The town and the team is in shambles. Her best friend Kelly (Moriarty) perhaps most of all. They gather the will to overcome the pain and loss and scrap there way back to the championship.

Anyone who sees this movie knows how it’s going to turn out. It feels like a cliche, even if it’s pretty much all true. The best thing about the film is the fact that even if you know what is going to happen, none of the people in the story are made into arbitrary antagonists, or overly anglicized.

Caroline is shown to be a pretty nice kid in the short time she’s on the screen. We also see her do a few dumb things. They don’t over emphasize either, but they do take her best attributes and find inspiration in them.

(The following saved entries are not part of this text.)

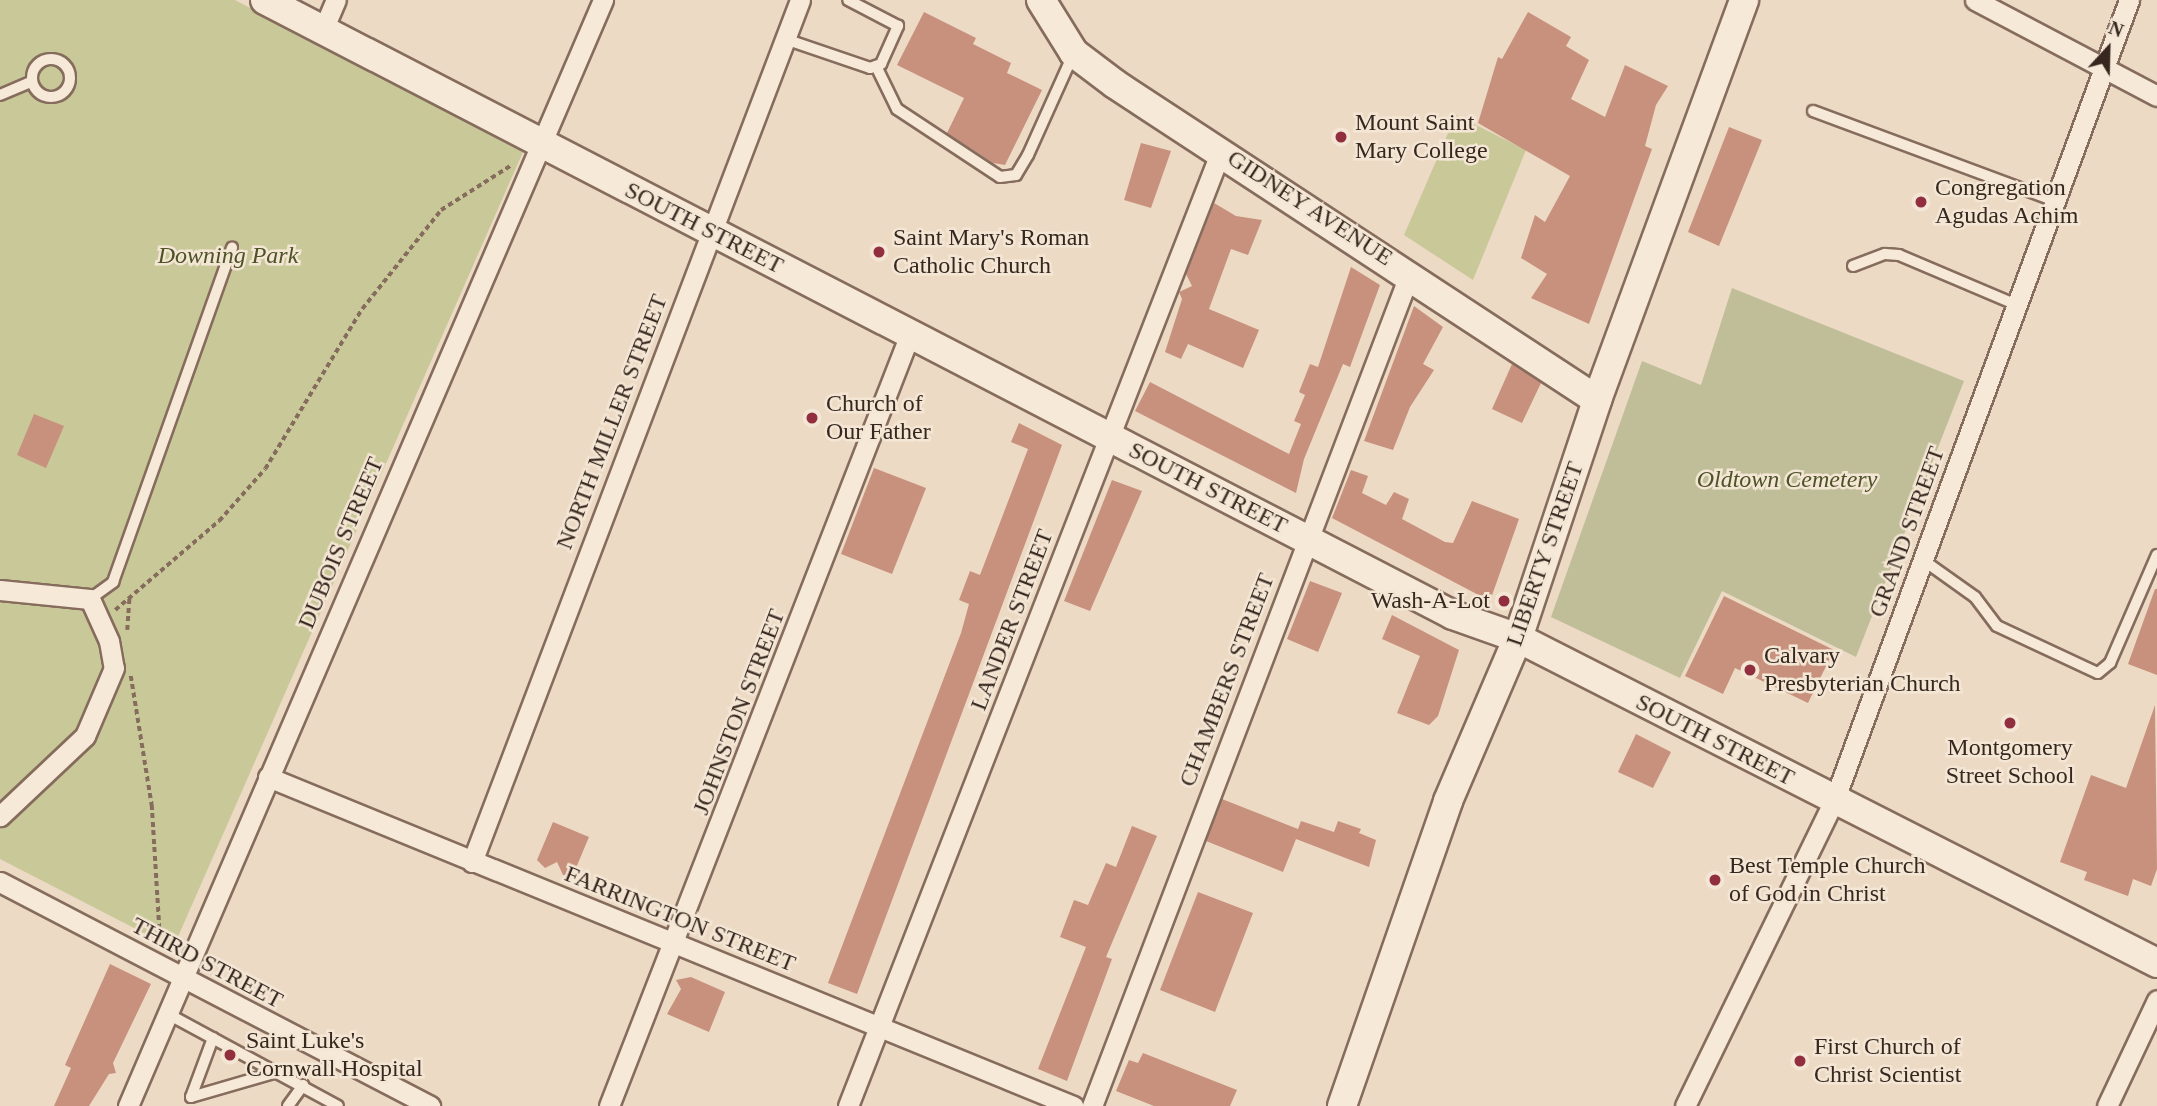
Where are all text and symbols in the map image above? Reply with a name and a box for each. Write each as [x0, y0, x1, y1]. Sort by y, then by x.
north arrow [2073, 14, 2143, 84]
text: N [2106, 17, 2126, 41]
place label: Mount Saint Mary College [1355, 109, 1488, 165]
marker: Mount Saint Mary College [1333, 129, 1349, 145]
street label: GIDNEY AVENUE [1221, 143, 1399, 273]
place label: Congregation Agudas Achim [1935, 174, 2080, 230]
street label: SOUTH STREET [620, 176, 788, 280]
marker: Congregation Agudas Achim [1913, 194, 1929, 210]
place label: Saint Mary's Roman Catholic Church [893, 224, 1089, 280]
park label: Downing Park [158, 242, 298, 270]
marker: Saint Mary's Roman Catholic Church [871, 244, 887, 260]
street label: NORTH MILLER STREET [550, 291, 674, 553]
place label: Church of Our Father [826, 390, 931, 446]
marker: Church of Our Father [804, 410, 820, 426]
street label: SOUTH STREET [1124, 436, 1292, 540]
street label: GRAND STREET [1863, 443, 1951, 621]
street label: DUBOIS STREET [292, 453, 390, 633]
street label: LIBERTY STREET [1500, 458, 1590, 650]
park label: Oldtown Cemetery [1697, 466, 1877, 494]
street label: LANDER STREET [964, 526, 1060, 714]
street label: CHAMBERS STREET [1173, 569, 1281, 791]
place label: Wash-A-Lot [1371, 587, 1490, 615]
marker: Wash-A-Lot [1496, 593, 1512, 609]
street label: JOHNSTON STREET [687, 605, 791, 819]
place label: Calvary Presbyterian Church [1764, 642, 1961, 698]
marker: Calvary Presbyterian Church [1742, 662, 1758, 678]
street label: SOUTH STREET [1631, 688, 1799, 792]
marker: Montgomery Street School [2002, 715, 2018, 731]
place label: Montgomery Street School [1946, 734, 2074, 790]
place label: Best Temple Church of God in Christ [1729, 852, 1926, 908]
street label: FARRINGTON STREET [560, 859, 800, 979]
marker: Best Temple Church of God in Christ [1707, 872, 1723, 888]
street label: THIRD STREET [126, 911, 288, 1015]
place label: Saint Luke's Cornwall Hospital [246, 1027, 423, 1083]
place label: First Church of Christ Scientist [1814, 1033, 1961, 1089]
marker: Saint Luke's Cornwall Hospital [220, 1045, 240, 1065]
marker: First Church of Christ Scientist [1792, 1053, 1808, 1069]

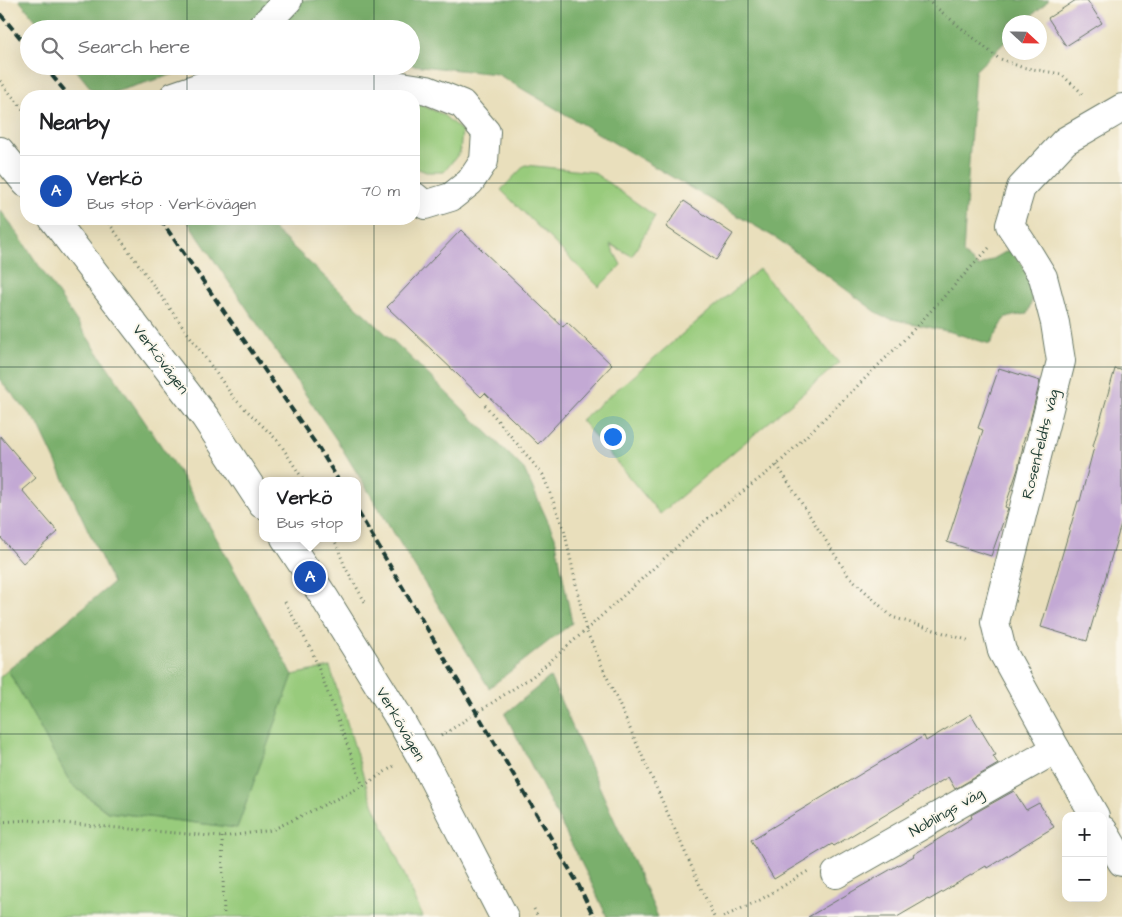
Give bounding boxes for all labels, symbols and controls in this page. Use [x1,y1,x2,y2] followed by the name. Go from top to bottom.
[1002,15,1047,60] north arrow
[20,20,420,75] search box
[38,34,66,62] icon: search
[78,34,190,61] text: Search here
[40,108,110,137] text: Nearby
[87,166,142,193] text: Verkö
[51,180,61,202] text: A
[361,180,400,202] text: 70 m
[87,193,256,215] text: Bus stop · Verkövägen
[127,320,194,399] street label: Verkövägen
[1017,387,1065,501] street label: Rosenfeldts väg
[600,424,626,450] your location
[259,477,361,542] popup
[277,485,332,512] text: Verkö
[277,512,343,534] text: Bus stop
[294,558,326,596] pin: A
[370,683,430,766] street label: Verkövägen
[905,783,988,843] street label: Noblings väg
[1062,812,1107,902] map controls
[1062,812,1107,857] button: +
[1062,857,1107,902] button: −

Sure, the rest of the team is overheard by our protagonist, doubting her ability to lead. It’s just one scene though, and they work it out in a mostly organic way. Some might call the script under cooked. I think the editing gives it a little more subtlety than we’d normally see in a story of this type. Gregory Nava is a superior director, but even he could have taken a few subtle cues from McNamara here.

This is partly because William Hurt and Helen Hunt. They have no business being in a film of this caliber. They raise it on the wings of strong character building. Hurt is the father of a dead daughter and husband of a dead wife. His Ernie Found is a simple man whose faith is tested sorely, and like many in the flyover states, he makes the best of the inclement weather. There is no color by numbers to his character. Indeed the bulk of the script is not about his journey. His skill is such that he reels the viewer in anyway.

Hunt takes her character to an even more complicated level.  Her coach Kathy Bresnahan is purposefully unreachable. The journey of her suffering is a frustrating one for the viewer as it obviously is for her. Hunt’s character is deceptively colored with a selection of boring colors and expressions. It’s obvious to one that she is not real connected to her feelings at first. In time, she comes to the connections that it is easier for others to make. The process feels genuine and lasting.

Like most good films based on real life, we get glimpses of the real people at the end. It’s hard to keep a dry eye in the film, but the feelings really start flowing once you see the picture of Ernie crying in the stands while holding his daughter’s portrait.

I was so moved by the film I did my own research, discovering Coach Bresnahan started the Live Like Line Foundation, which she still serves as one of its Board members. Its purpose is a simple one: to help local kids overcome financial barriers to participate in school activities.

Sure, the acting is a little goofy. It stops on the border of maudlin. It’s as accurate a recreation as I’ve seen. Most important, never loses touch with the true feeling a small city can feel about something seemingly as inane as a sports game. It’s more than that, though. It’s about a kid who had heart and her sisters on the court who loved her.

Frank DeFord covered the story for HBO Real Sports. The story is given as much justice by DeFord as by McNamara. If you can’t get behind this movie and this team, you need to reconnect to your heart.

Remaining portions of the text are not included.